Earlier this year, the “Plaid Parliament of Pwning” team held a hacking contest for high school students called “Toaster Wars.”

Consider a phone charger that not only charges your smartphone, but also scans any Android device for malware, viruses and other malicious rootkits — alerting the user if his or her phone has been compromised.

Brian Pak, 24, is a developer and founding member of a 2-year-old start-up in Reston, Va., whose “Skorpion charger” prototype does just that.

The start-up, “Kaprica Security,” has eight members on staff, five of whom got their start in cybersecurity by learning just the opposite — how to hack — as members of a team of student hackers at Carnegie Mellon University in Pittsburgh.
PPP logo

For the past three years, the group, known as the “Plaid Parliament of Pwning,” has often won prestigious hacking competitions across the country and around the globe.

Today, the PPP is the top-ranked competitive hacking team in the world, according to CTFtime.org.

The “plaid” in the alliterative team name is a nod to the university’s mascot: Scotty, a Scottish terrier adorned with a plaid pattern scarf. “Pwn” is hacker-speak for “own,” as in the hacker takes a computer over and owns it.

For the past four years, the group has deepened its knowledge of the various categories tested in hacking competitions, including cryptography, reverse engineering, exploitation, web hacking and digital forensics, Pak said.

The PPP competes in “CTFs” or “Capture the Flag” contests, where teams battle for “flags:” pieces of information hidden such that it can only be retrieved once the problem is solved.

Ryan Goulden, 20, a junior at CMU and current co-leader of the PPP said most CTF competitions are one of two styles: either a “Jeopardy” game, consisting of a board with challenges worth points, or an “Attack/Defense” game, where teams must hack into each other’s servers for points.

CTFs also provide simulated environments for people interested in cybersecurity to practice their hacking skills without breaking the law, Gouldon said.

To further encourage an even younger generation of cybersecurity experts, earlier this year, the PPP hosted a “picoCTF” contest for high school students called “Toaster Wars.”

Sponsors for the 2013 picoCTF included Intel, Microsoft and the National Security Agency.

A picoCTF is similar to a traditional Capture the Flag competition, but is targeted toward younger students, with an emphasis on education. The “Toaster Wars” website states its primary goal is to “educate students on what computer security is about and to show how much fun this field can be.”

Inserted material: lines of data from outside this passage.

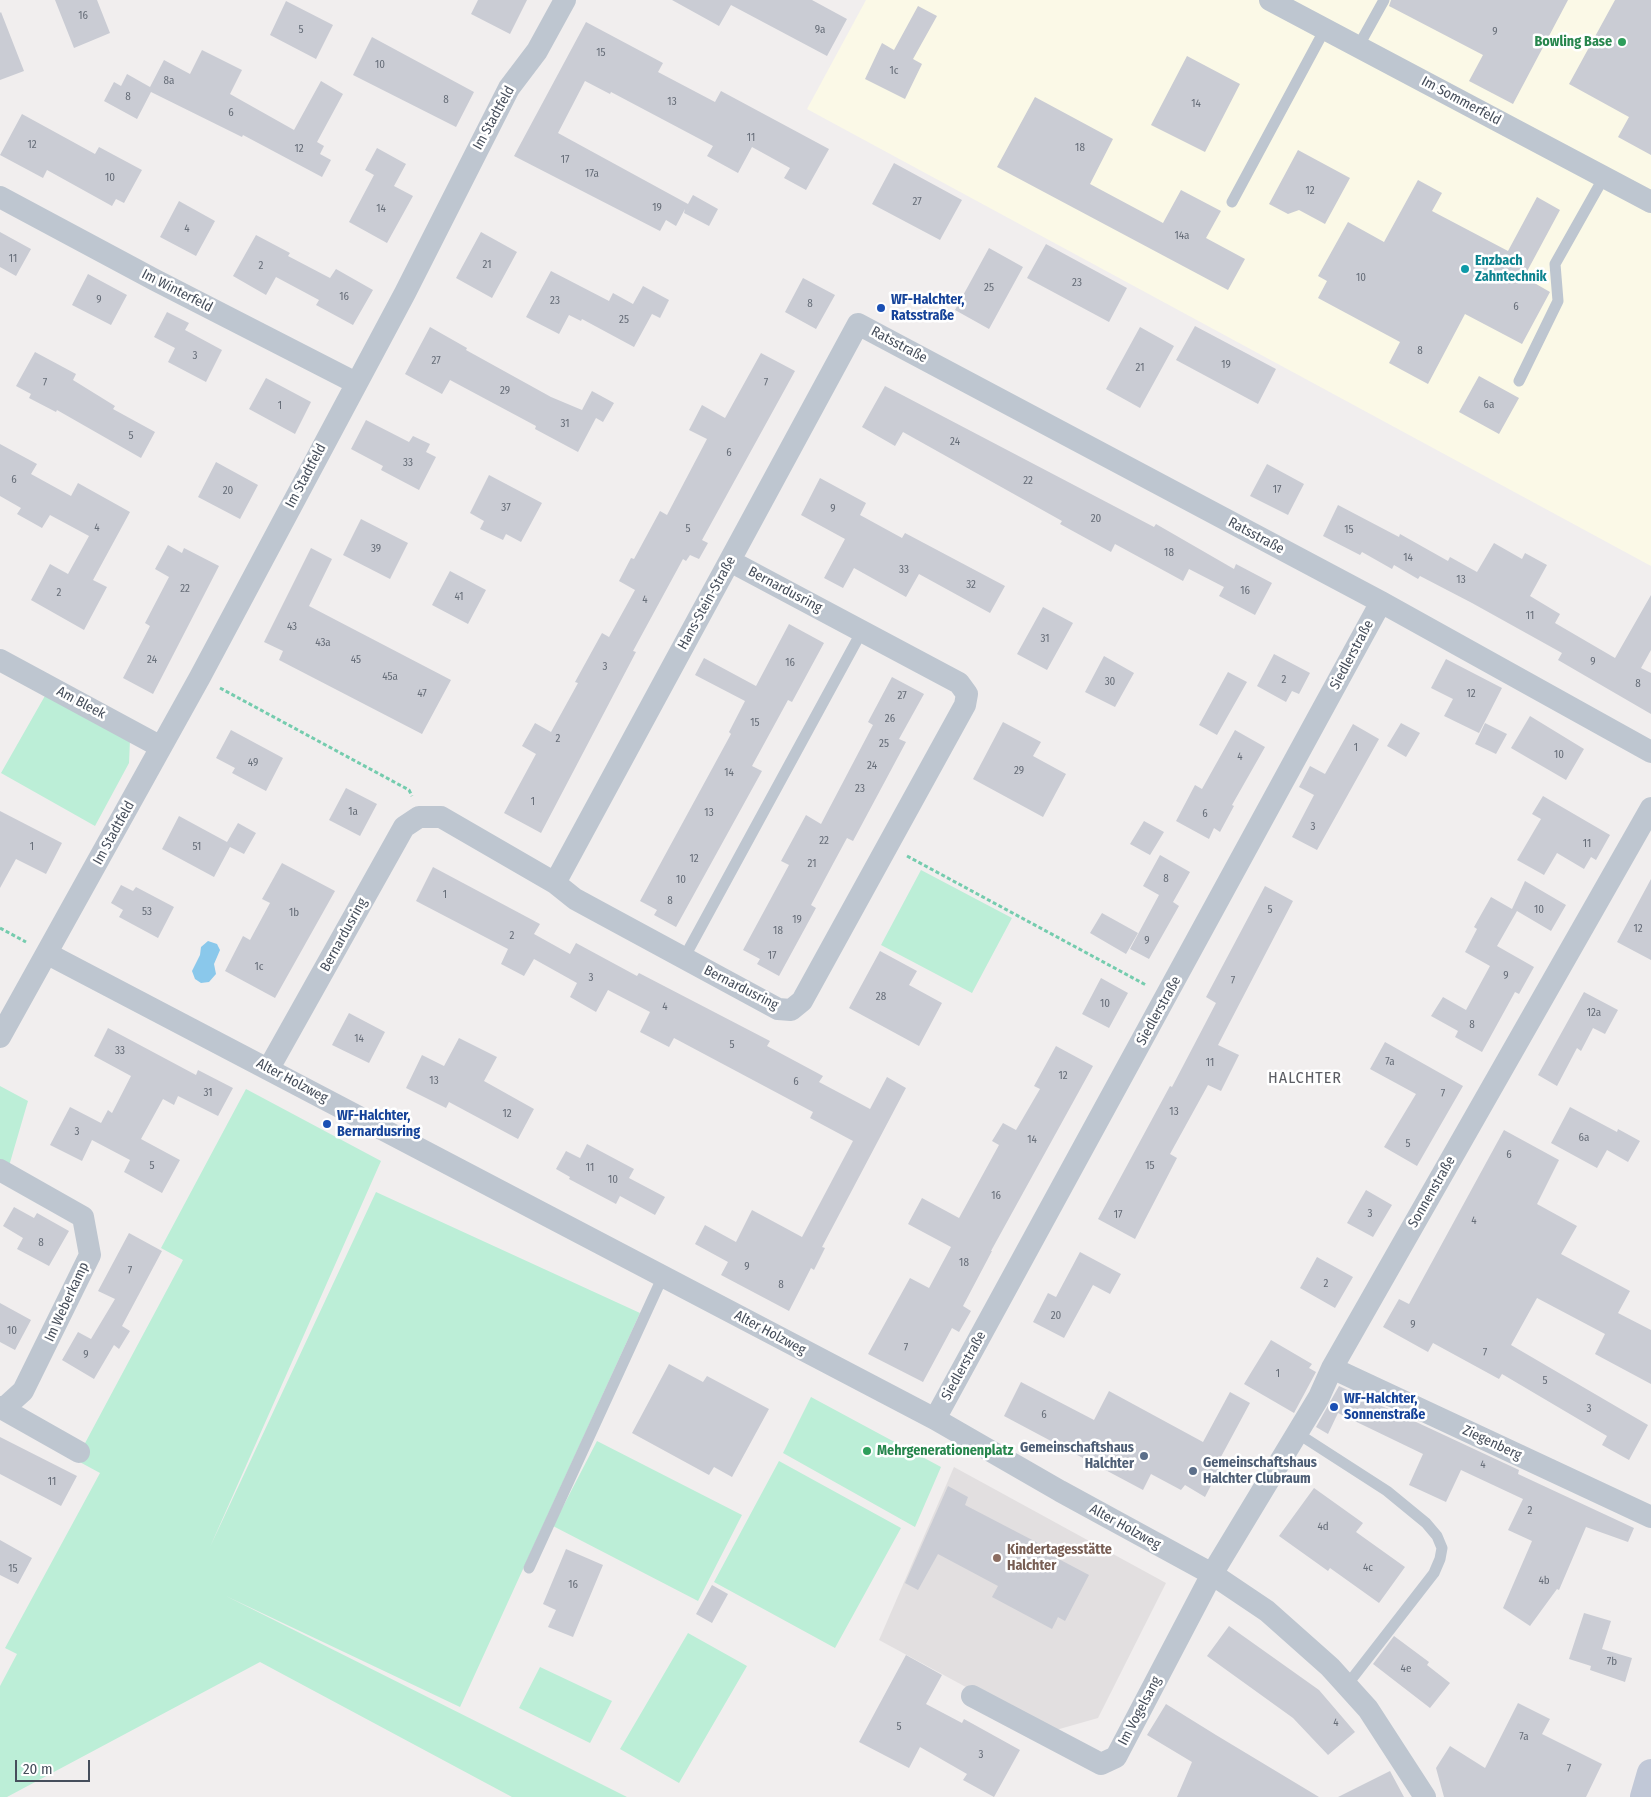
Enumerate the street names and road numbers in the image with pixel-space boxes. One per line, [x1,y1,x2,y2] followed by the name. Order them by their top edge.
[1418,73,1504,129] street label: Im Sommerfeld
[470,83,518,153] street label: Im Stadtfeld
[139,266,215,316] street label: Im Winterfeld
[868,323,930,367] street label: Ratsstraße
[282,441,330,511] street label: Im Stadtfeld
[1225,514,1287,558] street label: Ratsstraße
[674,553,740,653] street label: Hans-Stein-Straße
[745,563,825,617] street label: Bernardusring
[1327,617,1377,693] street label: Siedlerstraße
[54,683,108,723] street label: Am Bleek
[90,798,138,868] street label: Im Stadtfeld
[317,895,371,975] street label: Bernardusring
[701,962,781,1014] street label: Bernardusring
[1133,974,1185,1048] street label: Siedlerstraße
[253,1055,331,1107] street label: Alter Holzweg
[1405,1153,1459,1231] street label: Sonnenstraße
[41,1260,93,1344] street label: Im Weberkamp
[731,1307,809,1359] street label: Alter Holzweg
[938,1329,990,1403] street label: Siedlerstraße
[1460,1422,1524,1464] street label: Ziegenberg
[1087,1501,1163,1553] street label: Alter Holzweg
[1115,1674,1165,1748] street label: Im Vogelsang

While days of non-stop coding may not seem exciting to some, the PPP hackers find CTF competitions to be both challenging and rewarding.

Goulden, who doesn’t see himself pursuing cybersecurity as a career, said for him, it’s all about the competitions.

“I’m pretty much only doing this for fun,” he said.

It’s no secret that cybercriminals are stealing personal information and credit card numbers by hacking into corporate and government computers. One school in Pittsburgh is training the next generation of cybersecurity experts to fight off the bad guys — by teaching them to think the same way.